2026年3月3日(火)

インドから見た世界のリアル

2026年3月3日

 モディ政権の最初の外相はスワラージ氏。議会でイスラエルとの関係強化を担う責任者の女性だった。そして17年、モディ首相は、インドの首相として初めてイスラエルを訪問したのである。

 23年10月7日、ハマスがイスラエルに対する非常に残虐なテロ攻撃を行った時、アメリカよりも先に、世界で最初にイスラエル支持を発表したのは、モディ首相であった。その後、インドは、市民に死者が出ていることに懸念を示しつつも、BRICS会議の共同声明における1回だけを除き、インドはイスラエルを一切非難していない。国連でも、イスラエル非難に関しては棄権してきた。他の国の多くがイスラエル非難に回っても、インドの姿勢は揺るがなかったのである。

 このようにして、イスラエルからの一方的な「愛」で始まった両国の関係は、共通の敵であるイスラム過激派と戦う背景を持って、長期安定的な関係になっていったのである。

急速に地域大国化するイスラエル

 ただ、このような長期安定的な関係は、ここ数年の状況の変化で、さらに重要性を増している。23年10月7日のハマスによる非常に残虐なテロ攻撃以降、イスラエルは、多くのテロリストほぼすべてと戦ってきた。

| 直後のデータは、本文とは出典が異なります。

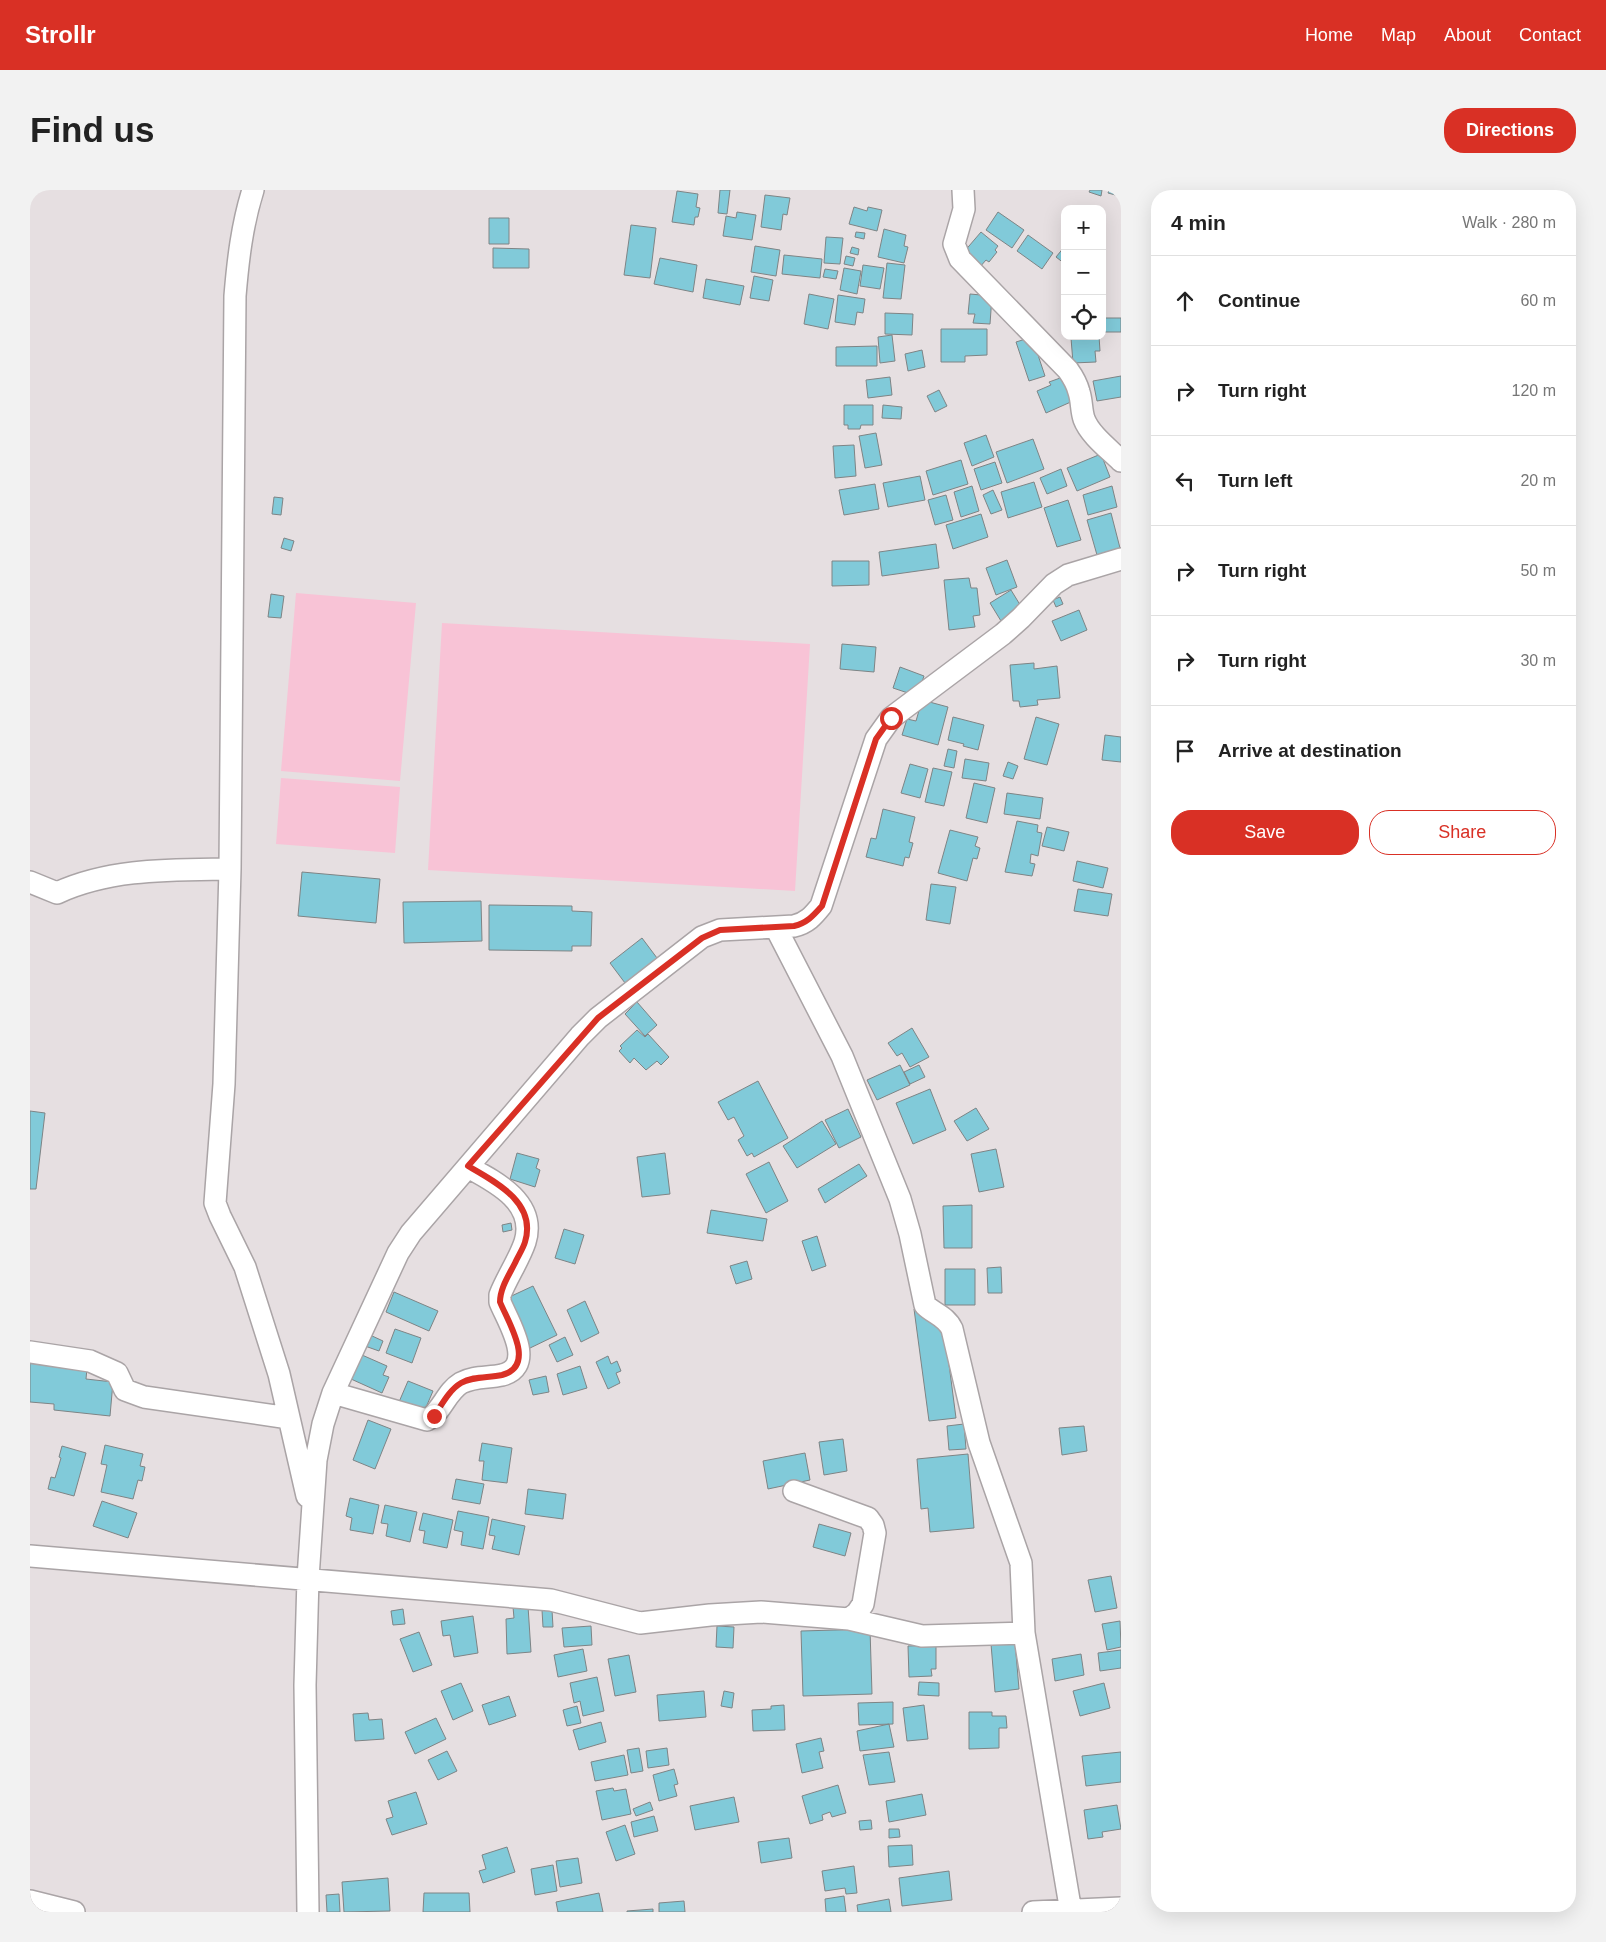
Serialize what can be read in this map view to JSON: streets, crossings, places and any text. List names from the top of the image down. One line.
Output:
{"page":{"header":"Strollr","nav":["Home","Map","About","Contact"],"buttons":["Directions",["Save","Share"]],"title":"Find us","heading":["4 min","Walk · 280 m"],"map_buttons":["+","−"],"list":[["Continue","60 m"],["Turn right","120 m"],["Turn left","20 m"],["Turn right","50 m"],["Turn right","30 m"],"Arrive at destination"]}}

 筆者が実際にイスラエルを訪問したのは24年11月のことであるが、この時も滞在先ホテルの近くにはミサイルが落下して死者が出て、バスで北部に行った時は、上空で迎撃されたヒズボラのロケット弾が爆発した。そのような中で、イスラエルは、イランが支援する武装組織、ハマス、ヒズボラ、フーシ派などすべてと戦い、そのすべての力を大幅に削いできた。

 ヒズボラの力をそいだ結果、シリアに新しい政権ができ、イスラエルに対して敵対的ではなくなった。そして、イランとも複数回交戦し、イランの軍事力を大幅に削いだ上で、26年2月、アメリカとともに大規模な空爆を実施し、イランの指導層と軍事力に決定的な打撃を与えている。このままいけば、イランは、イスラエルにとって脅威ではなくなるだろう。

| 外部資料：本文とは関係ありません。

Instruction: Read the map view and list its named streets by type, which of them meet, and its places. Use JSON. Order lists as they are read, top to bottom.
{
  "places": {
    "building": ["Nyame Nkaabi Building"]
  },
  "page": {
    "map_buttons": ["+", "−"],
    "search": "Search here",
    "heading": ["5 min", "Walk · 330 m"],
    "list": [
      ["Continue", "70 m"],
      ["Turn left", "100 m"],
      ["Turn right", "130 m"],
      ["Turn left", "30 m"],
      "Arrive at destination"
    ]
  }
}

 結果、起きることは、中東でのイスラエルの台頭である。20億人のイスラム教の国々に囲まれ、特にイランが支援する武装勢力からの継続的な攻撃にさらされる人口1000万人の小国だったイスラエルは、今や、軍事力と技術主導の地域大国へと変貌する可能性が現実味を帯び始めている。

 このような環境の下で、アメリカのトランプ政権は、イスラエルとサウジアラビアをはじめとするスンニ派のアラブ諸国の国交を正常化し、それをもとにして、インドから、イスラエルとサウジアラビアを含む中東を通過してヨーロッパへつながる大規模な経済構想インド―中東-欧州経済回廊(IMEC)を現実化しようとしている。

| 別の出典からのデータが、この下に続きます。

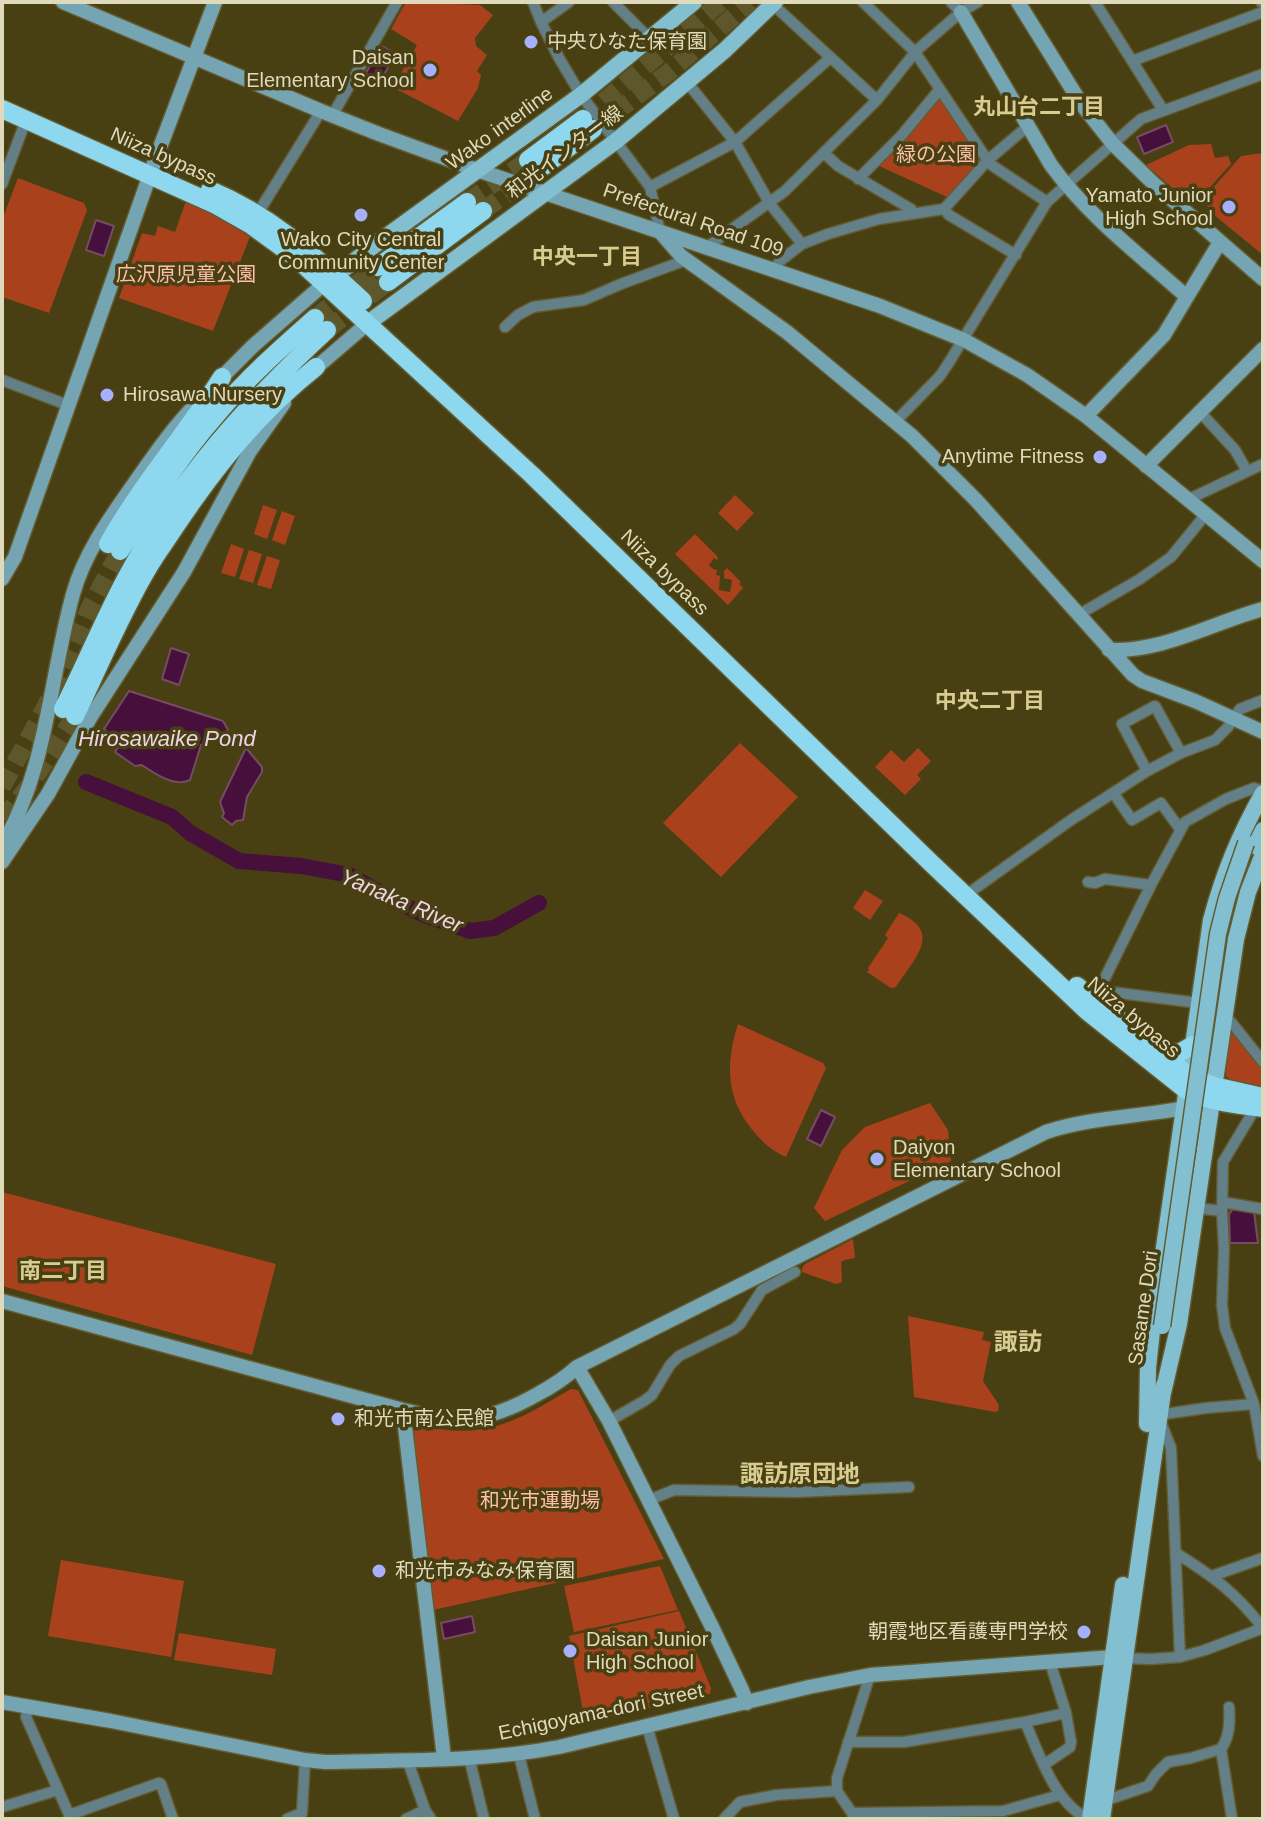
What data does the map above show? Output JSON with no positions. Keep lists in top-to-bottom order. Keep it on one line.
{"streets":{"highway":["Niiza bypass"],"main road":["Wako interline","和光インター線","Sasame Dori"],"street":["Prefectural Road 109","Echigoyama-dori Street"]},"crossings":[["Wako interline","Niiza bypass"],["Wako interline","Prefectural Road 109"],["和光インター線","Niiza bypass"],["和光インター線","Prefectural Road 109"],["Sasame Dori","Echigoyama-dori Street"]],"districts":["丸山台二丁目","中央一丁目","中央二丁目","南二丁目","諏訪","諏訪原団地"],"water":["Hirosawaike Pond","Yanaka River"],"parks":["緑の公園","広沢原児童公園","和光市運動場"],"places":["中央ひなた保育園","Daisan Elementary School","Yamato Junior High School","Wako City Central Community Center","Hirosawa Nursery","Anytime Fitness","Daiyon Elementary School","和光市南公民館","和光市みなみ保育園","朝霞地区看護専門学校","Daisan Junior High School"]}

 さらに、アメリカは、半導体やAIなどの新技術のサプライチェーンでも、インド、イスラエル、アラブ首長国連邦(UAE)、カタールに、日本、オーストラリア、シンガポール、韓国、イギリス、ギリシャ、オランダ、カナダ、欧州連合(EU)、台湾を含むパックス・シリカ構想を進めている。ここでも、インドとイスラエルとの協力が魅力的になっている。今、インドとイスラエルの協力は、伝統的な枠を超え、新しい段階に入り始めているのである。